Population Pharmacokinetics of Imipenem in Critically Ill Patients: A Parametric and Nonparametric Model Converge on CKD-EPI Estimated Glomerular Filtration Rate as an Impactful Covariate

Affiliations

Population Pharmacokinetics of Imipenem in Critically Ill Patients: A Parametric and Nonparametric Model Converge on CKD-EPI Estimated Glomerular Filtration Rate as an Impactful Covariate

Femke de Velde et al. Clin Pharmacokinet. 2020 Jul.

Abstract

Background: Population pharmacokinetic (popPK) models for antibiotics are used to improve dosing strategies and individualize dosing by therapeutic drug monitoring. Little is known about the differences in results of parametric versus nonparametric popPK models and their potential consequences in clinical practice. We developed both parametric and nonparametric models of imipenem using data from critically ill patients and compared their results.

Methods: Twenty-six critically ill patients treated with intravenous imipenem/cilastatin were included in this study. Median estimated glomerular filtration rate (eGFR) measured by the Chronic Kidney Disease Epidemiology Collaboration (CKD-EPI) equation was 116 mL/min/1.73 m2 (interquartile range 104-124) at inclusion. The usual dosing regimen was 500 mg/500 mg four times daily. On average, five imipenem levels per patient (138 levels in total) were drawn as peak, intermediate, and trough levels. Imipenem concentration-time profiles were analyzed using parametric (NONMEM 7.2) and nonparametric (Pmetrics 1.5.2) popPK software.
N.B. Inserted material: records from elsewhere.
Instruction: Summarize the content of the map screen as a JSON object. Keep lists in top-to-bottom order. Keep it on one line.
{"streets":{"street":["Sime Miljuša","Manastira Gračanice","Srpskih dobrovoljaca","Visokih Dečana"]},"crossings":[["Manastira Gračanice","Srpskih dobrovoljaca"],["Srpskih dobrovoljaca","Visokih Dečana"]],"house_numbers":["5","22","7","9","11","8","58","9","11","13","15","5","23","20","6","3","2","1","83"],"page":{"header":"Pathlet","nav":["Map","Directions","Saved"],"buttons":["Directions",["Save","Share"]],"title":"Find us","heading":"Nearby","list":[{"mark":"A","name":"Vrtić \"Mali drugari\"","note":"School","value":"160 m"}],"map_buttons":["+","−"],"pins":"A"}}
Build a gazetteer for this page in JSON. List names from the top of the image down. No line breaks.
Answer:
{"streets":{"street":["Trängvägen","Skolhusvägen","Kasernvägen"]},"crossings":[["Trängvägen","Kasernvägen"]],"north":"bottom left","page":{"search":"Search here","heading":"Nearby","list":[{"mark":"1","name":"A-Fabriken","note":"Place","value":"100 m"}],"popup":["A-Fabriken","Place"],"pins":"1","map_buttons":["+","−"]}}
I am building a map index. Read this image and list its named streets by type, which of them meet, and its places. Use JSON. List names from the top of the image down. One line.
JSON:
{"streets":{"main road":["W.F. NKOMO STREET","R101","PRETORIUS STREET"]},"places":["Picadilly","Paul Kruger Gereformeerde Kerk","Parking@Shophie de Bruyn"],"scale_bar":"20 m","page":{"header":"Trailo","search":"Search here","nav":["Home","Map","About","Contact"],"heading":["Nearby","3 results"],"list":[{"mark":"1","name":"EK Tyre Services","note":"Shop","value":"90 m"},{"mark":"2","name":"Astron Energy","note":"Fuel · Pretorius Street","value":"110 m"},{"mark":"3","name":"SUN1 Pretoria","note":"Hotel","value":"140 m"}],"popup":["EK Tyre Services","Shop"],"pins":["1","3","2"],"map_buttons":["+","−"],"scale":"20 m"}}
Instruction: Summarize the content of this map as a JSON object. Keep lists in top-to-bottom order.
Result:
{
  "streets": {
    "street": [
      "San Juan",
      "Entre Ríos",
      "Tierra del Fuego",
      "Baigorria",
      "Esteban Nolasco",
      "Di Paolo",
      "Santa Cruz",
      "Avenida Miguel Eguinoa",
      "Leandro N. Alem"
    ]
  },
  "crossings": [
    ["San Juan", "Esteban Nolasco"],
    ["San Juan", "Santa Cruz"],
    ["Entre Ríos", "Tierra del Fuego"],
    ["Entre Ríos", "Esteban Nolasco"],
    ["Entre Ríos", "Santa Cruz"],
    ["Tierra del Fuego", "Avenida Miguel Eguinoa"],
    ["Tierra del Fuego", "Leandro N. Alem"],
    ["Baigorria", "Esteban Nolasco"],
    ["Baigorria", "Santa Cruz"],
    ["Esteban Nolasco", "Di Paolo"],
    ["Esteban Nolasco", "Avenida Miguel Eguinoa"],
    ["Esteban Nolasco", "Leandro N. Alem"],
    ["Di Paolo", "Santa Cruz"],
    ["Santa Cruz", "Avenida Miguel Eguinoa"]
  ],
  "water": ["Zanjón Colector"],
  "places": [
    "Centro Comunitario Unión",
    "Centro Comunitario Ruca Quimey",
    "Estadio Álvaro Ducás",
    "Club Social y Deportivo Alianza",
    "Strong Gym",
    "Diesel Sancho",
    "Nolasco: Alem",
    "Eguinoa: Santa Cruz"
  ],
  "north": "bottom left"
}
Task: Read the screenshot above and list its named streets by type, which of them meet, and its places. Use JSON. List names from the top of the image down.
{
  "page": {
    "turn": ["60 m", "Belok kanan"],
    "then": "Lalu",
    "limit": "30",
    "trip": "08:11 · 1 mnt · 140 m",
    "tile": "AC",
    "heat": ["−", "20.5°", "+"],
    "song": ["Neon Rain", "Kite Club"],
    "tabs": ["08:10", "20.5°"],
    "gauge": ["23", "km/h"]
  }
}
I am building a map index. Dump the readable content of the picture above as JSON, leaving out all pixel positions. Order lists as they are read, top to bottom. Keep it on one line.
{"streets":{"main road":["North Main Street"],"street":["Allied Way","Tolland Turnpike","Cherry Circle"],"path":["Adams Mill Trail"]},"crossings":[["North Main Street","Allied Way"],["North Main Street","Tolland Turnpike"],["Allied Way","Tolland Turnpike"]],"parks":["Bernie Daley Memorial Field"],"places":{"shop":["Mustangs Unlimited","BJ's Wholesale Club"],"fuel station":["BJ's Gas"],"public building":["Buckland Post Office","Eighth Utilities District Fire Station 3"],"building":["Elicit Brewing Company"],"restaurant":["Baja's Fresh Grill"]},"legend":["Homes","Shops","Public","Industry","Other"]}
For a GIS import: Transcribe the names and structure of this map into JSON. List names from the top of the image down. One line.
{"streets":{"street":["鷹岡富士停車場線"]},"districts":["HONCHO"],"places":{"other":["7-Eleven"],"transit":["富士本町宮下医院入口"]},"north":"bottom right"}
Results: For both methods, data were best described by a model with two distribution compartments and the CKD-EPI eGFR equation unadjusted for body surface area as a covariate on the elimination rate constant (Ke). The parametric population parameter estimates were Ke 0.637 h-1 (between-subject variability [BSV]: 19.0% coefficient of variation [CV]) and central distribution volume (Vc) 29.6 L (without BSV). The nonparametric values were Ke 0.681 h-1 (34.0% CV) and Vc 31.1 L (42.6% CV).

Conclusions: Both models described imipenem popPK well; the parameter estimates were comparable and the included covariate was identical. However, estimated BSV was higher in the nonparametric model. This may have consequences for estimated exposure during dosing simulations and should be further investigated in simulation studies.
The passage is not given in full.